> Problem to solve:
Your answer should consist of each line below that contains the string "html".

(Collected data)
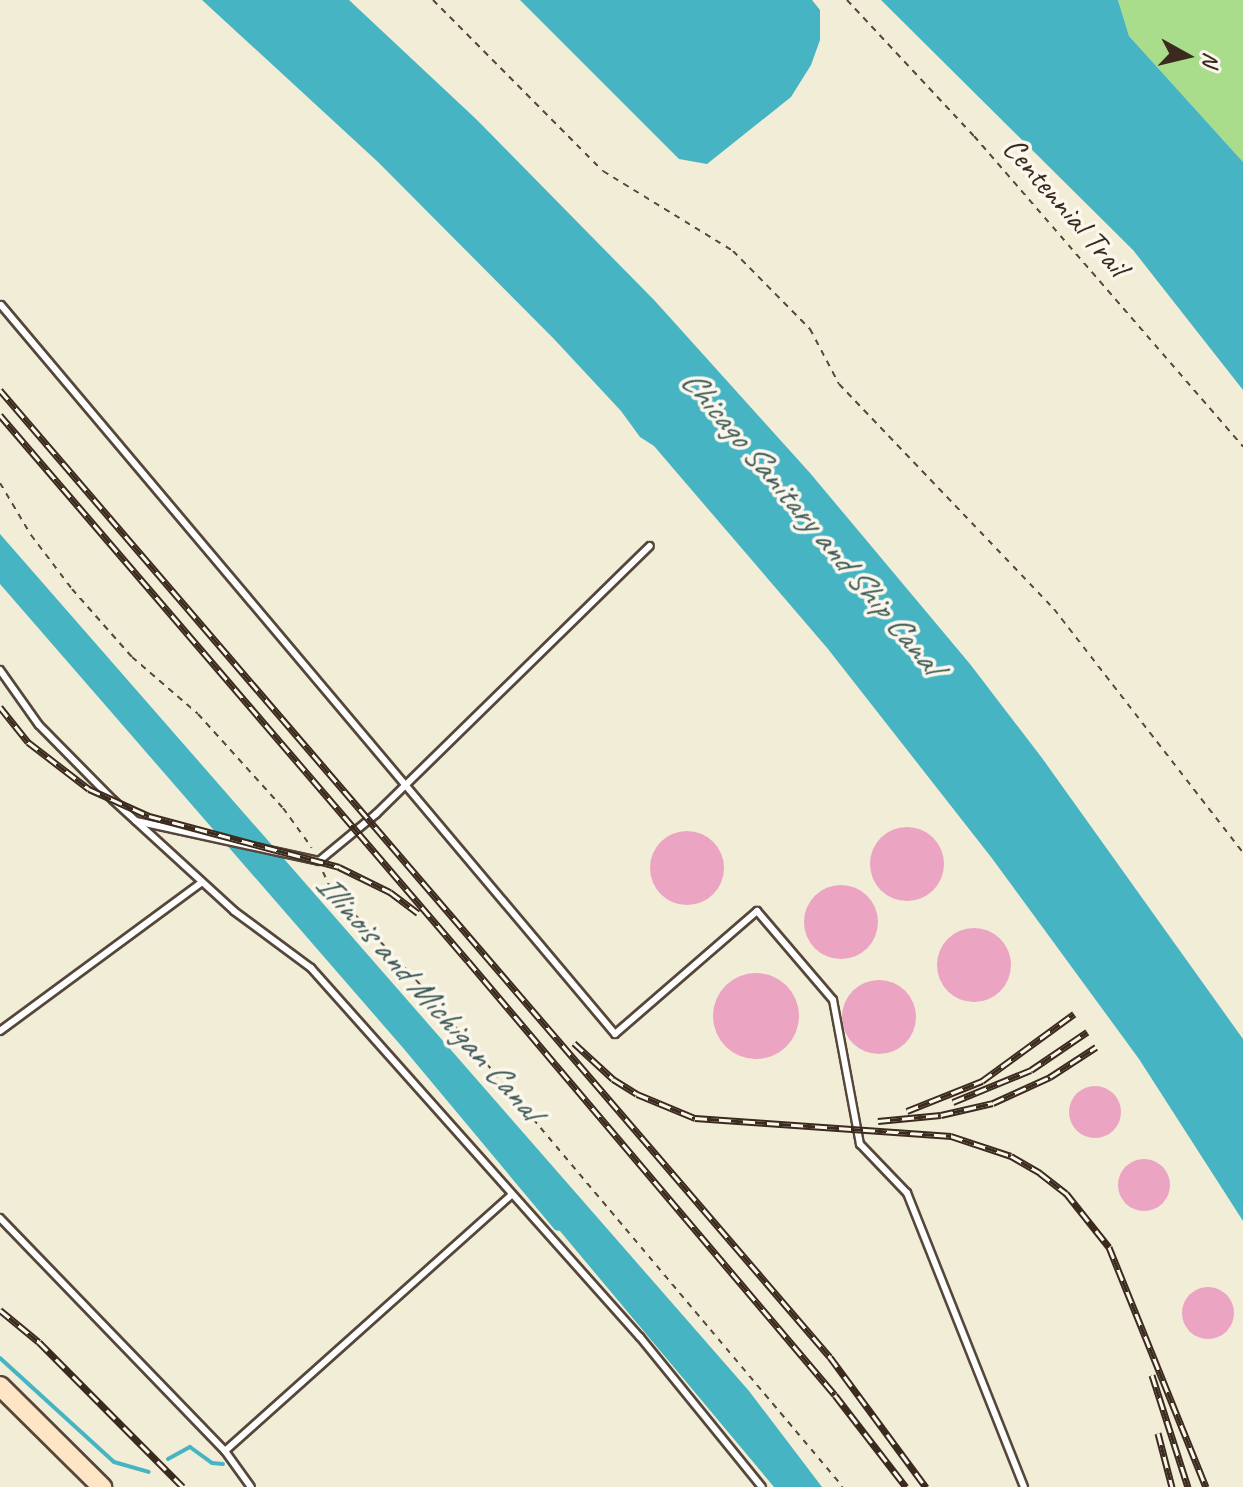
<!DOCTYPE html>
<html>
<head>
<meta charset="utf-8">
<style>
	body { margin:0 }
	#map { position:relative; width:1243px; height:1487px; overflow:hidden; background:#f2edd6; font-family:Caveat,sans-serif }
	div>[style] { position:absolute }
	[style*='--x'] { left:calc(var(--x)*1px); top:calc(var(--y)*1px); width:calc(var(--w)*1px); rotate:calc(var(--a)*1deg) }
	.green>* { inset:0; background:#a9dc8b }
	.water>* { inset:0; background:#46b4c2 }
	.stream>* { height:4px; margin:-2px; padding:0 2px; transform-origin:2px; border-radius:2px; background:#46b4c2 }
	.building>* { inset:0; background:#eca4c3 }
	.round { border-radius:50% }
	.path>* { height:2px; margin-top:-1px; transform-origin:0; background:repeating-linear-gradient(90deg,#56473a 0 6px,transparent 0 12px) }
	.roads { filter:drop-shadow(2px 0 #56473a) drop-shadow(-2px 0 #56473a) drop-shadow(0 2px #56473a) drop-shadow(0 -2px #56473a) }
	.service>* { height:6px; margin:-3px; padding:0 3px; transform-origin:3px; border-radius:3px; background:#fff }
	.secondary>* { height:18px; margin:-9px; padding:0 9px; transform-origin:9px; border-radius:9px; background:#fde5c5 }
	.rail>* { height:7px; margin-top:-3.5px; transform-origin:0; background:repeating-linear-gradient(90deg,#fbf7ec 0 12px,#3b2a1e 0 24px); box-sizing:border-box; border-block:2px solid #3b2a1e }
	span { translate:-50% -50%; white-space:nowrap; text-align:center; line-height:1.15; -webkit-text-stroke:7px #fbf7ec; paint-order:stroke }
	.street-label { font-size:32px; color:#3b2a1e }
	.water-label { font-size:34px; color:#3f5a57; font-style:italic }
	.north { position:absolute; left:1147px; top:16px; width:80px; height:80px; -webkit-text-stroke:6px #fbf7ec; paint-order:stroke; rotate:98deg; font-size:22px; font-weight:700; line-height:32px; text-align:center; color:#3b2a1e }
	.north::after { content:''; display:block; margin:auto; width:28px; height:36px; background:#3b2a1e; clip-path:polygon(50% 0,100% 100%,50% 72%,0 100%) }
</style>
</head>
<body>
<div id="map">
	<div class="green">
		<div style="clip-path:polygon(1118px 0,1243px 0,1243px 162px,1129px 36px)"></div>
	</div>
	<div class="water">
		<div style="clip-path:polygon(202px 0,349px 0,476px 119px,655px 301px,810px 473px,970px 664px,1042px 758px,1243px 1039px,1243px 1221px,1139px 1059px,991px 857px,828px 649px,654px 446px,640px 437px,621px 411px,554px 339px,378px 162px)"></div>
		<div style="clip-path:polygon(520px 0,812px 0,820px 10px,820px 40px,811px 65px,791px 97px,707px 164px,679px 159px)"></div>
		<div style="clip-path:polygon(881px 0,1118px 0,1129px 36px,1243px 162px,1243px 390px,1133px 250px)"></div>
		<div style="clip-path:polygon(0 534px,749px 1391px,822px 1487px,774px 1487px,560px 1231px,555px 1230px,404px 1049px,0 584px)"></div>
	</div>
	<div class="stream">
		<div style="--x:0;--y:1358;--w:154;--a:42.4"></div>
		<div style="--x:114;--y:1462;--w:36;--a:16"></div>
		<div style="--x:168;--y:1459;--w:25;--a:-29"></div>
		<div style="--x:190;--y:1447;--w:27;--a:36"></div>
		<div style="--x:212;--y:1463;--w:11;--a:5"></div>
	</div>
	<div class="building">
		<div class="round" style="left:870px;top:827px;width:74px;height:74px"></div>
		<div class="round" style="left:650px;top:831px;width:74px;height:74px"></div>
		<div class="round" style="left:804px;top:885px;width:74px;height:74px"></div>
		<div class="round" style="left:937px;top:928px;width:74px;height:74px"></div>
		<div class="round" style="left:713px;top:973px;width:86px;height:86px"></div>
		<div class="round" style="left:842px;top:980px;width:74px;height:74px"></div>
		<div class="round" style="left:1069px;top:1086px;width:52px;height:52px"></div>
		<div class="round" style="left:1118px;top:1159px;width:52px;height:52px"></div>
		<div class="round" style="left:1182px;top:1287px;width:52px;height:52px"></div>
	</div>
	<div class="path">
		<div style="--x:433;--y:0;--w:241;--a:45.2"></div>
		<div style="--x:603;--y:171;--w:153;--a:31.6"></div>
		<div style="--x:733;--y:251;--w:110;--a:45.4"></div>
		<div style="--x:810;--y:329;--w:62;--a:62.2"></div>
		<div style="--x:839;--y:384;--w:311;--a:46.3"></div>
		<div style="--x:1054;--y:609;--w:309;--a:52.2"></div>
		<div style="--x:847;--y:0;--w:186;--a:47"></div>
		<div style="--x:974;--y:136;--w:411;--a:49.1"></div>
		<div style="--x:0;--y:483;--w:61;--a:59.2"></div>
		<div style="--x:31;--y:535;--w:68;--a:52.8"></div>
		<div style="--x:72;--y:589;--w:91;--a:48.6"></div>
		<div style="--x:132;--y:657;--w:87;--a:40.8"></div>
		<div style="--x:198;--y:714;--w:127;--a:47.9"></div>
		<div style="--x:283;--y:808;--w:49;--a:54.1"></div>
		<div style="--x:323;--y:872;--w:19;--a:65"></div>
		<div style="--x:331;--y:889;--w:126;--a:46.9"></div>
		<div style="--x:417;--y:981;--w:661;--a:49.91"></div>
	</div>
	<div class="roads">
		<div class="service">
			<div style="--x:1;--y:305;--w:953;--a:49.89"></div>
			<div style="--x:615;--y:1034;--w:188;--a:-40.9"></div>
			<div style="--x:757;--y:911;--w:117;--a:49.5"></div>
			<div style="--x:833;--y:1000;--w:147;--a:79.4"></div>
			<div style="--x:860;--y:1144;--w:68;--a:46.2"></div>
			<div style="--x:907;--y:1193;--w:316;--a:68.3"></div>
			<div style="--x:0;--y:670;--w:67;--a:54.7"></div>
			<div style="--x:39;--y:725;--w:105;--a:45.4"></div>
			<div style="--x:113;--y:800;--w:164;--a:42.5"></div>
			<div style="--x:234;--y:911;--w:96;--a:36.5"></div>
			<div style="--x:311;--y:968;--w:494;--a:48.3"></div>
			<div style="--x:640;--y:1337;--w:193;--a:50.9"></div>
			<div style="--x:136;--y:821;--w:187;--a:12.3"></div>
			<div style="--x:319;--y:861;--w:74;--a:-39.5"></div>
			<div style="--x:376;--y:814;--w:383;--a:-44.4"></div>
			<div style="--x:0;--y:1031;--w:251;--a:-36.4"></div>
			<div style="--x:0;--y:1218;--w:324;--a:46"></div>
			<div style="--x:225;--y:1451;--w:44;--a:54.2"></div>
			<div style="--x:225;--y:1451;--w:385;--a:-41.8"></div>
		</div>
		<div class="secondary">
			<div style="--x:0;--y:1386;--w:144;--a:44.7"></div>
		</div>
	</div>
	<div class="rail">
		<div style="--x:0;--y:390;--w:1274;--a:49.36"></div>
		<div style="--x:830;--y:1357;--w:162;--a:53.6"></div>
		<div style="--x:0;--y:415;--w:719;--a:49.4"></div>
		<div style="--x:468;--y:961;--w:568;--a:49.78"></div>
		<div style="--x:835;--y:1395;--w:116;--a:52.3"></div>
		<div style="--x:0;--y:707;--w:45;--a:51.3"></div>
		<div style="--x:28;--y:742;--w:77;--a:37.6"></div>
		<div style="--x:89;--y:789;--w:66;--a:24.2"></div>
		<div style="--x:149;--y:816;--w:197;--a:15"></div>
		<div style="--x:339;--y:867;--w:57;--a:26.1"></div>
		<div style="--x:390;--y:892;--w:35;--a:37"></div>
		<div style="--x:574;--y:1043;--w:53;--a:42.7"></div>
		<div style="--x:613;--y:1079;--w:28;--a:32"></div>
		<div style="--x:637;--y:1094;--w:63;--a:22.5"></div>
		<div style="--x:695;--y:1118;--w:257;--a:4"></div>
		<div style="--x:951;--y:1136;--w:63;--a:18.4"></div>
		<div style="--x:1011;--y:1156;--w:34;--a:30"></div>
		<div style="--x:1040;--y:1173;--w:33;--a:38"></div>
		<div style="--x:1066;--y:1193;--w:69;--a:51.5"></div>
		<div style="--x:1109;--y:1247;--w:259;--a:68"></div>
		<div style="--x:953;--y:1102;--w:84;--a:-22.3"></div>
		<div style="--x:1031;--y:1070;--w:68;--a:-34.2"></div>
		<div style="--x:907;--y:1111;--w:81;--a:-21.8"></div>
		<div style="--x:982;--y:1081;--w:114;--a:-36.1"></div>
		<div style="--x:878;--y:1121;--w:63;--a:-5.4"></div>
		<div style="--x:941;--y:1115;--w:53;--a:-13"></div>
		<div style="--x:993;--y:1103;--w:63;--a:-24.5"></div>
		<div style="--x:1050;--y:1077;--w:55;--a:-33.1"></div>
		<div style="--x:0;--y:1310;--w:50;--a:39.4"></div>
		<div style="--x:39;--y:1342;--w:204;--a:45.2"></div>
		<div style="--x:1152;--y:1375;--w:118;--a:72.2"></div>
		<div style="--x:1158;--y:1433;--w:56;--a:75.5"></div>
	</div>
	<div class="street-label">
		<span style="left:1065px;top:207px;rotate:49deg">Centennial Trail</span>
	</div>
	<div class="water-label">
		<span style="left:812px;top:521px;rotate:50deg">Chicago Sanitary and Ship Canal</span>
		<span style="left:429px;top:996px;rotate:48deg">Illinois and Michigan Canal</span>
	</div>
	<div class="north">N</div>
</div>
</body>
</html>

---

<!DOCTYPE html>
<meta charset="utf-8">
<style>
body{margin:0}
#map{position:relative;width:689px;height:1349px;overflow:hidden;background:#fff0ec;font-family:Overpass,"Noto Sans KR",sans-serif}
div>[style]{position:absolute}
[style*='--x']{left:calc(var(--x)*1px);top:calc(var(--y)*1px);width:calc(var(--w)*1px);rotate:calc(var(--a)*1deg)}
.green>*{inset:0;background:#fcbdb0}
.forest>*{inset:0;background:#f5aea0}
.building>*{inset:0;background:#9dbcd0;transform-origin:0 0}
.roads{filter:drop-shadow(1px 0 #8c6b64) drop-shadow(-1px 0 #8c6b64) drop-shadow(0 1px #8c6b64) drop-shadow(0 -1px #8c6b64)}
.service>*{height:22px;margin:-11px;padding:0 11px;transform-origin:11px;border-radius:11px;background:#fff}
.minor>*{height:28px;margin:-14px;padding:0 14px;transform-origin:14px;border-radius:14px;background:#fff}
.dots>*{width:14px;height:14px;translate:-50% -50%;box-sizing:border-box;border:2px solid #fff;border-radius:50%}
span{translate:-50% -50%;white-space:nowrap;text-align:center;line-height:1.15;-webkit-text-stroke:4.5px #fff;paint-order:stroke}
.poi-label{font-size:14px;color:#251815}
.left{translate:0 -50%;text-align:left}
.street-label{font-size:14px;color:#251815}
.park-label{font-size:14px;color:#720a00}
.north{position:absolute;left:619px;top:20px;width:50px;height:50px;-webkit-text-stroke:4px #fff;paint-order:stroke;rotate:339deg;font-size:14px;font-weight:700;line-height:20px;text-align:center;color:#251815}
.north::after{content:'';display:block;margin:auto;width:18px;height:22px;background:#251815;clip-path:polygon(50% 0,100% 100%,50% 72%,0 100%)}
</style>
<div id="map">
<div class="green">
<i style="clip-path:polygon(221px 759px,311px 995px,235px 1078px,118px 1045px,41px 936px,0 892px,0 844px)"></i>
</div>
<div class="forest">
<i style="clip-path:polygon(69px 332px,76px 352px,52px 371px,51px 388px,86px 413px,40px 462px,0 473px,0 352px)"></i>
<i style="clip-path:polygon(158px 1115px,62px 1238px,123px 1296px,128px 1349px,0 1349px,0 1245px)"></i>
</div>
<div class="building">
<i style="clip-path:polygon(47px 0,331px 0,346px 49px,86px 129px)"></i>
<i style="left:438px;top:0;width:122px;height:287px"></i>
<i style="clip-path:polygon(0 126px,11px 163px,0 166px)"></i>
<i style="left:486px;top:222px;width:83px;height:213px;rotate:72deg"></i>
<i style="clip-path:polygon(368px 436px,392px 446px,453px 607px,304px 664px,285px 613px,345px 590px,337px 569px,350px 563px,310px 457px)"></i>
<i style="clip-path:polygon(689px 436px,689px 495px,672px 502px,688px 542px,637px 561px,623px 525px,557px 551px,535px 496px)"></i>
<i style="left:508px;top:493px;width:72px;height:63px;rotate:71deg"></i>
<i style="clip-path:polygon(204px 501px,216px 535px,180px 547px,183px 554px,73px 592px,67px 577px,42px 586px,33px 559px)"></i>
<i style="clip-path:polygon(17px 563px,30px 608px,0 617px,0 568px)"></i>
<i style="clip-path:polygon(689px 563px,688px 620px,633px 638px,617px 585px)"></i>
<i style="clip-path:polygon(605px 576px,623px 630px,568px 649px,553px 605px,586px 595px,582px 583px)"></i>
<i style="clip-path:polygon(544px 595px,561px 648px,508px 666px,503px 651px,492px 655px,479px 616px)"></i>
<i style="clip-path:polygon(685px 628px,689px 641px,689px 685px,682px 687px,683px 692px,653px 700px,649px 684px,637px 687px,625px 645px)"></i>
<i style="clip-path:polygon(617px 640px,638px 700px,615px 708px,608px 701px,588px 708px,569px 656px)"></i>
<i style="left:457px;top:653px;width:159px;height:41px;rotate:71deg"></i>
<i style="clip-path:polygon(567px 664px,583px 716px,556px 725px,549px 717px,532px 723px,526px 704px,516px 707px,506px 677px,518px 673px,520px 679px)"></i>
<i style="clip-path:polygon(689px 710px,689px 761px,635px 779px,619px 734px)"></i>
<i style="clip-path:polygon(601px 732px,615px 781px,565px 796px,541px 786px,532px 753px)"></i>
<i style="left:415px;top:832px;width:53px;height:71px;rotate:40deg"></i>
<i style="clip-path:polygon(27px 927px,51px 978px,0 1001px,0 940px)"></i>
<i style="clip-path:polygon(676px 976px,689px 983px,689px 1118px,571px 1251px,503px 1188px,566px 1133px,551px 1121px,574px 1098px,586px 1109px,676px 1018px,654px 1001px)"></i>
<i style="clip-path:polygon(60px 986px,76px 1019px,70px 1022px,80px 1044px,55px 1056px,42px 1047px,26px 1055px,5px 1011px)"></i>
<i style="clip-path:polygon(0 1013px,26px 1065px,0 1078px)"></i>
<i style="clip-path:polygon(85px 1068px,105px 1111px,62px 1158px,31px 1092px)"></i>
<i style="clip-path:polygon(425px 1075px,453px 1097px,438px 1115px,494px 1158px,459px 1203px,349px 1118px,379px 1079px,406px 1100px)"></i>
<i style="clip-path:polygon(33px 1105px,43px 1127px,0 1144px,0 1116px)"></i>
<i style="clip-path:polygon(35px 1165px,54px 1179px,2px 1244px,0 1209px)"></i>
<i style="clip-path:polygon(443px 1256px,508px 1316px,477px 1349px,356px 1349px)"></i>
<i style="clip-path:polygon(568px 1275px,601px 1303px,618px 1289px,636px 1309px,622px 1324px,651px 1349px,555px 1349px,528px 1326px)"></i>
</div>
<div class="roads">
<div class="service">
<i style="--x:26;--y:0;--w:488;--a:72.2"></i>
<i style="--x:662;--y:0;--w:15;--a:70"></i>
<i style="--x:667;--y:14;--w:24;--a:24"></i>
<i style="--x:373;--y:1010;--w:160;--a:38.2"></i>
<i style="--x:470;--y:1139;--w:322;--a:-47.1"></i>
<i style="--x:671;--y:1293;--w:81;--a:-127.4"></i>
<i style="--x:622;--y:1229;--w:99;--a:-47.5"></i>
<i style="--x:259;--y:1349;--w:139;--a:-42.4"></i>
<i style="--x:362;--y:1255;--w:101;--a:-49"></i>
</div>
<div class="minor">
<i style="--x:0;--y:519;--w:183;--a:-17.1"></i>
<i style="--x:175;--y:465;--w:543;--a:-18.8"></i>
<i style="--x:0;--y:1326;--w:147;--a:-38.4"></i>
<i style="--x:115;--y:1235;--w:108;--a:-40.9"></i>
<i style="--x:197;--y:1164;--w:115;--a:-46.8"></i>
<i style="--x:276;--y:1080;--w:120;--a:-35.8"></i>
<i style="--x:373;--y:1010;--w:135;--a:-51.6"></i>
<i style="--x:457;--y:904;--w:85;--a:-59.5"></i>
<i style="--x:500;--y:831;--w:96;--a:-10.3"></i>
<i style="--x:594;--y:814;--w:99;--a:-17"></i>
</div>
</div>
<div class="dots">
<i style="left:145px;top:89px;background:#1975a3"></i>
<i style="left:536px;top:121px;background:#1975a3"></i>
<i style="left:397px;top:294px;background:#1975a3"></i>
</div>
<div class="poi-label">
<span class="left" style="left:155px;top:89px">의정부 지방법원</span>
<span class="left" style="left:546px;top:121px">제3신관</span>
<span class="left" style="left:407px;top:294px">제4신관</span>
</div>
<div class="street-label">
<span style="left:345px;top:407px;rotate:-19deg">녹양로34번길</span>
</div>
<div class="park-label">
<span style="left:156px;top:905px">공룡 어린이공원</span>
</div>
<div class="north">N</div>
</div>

> Solution:
<!DOCTYPE html>
<html>
</html>
<!DOCTYPE html>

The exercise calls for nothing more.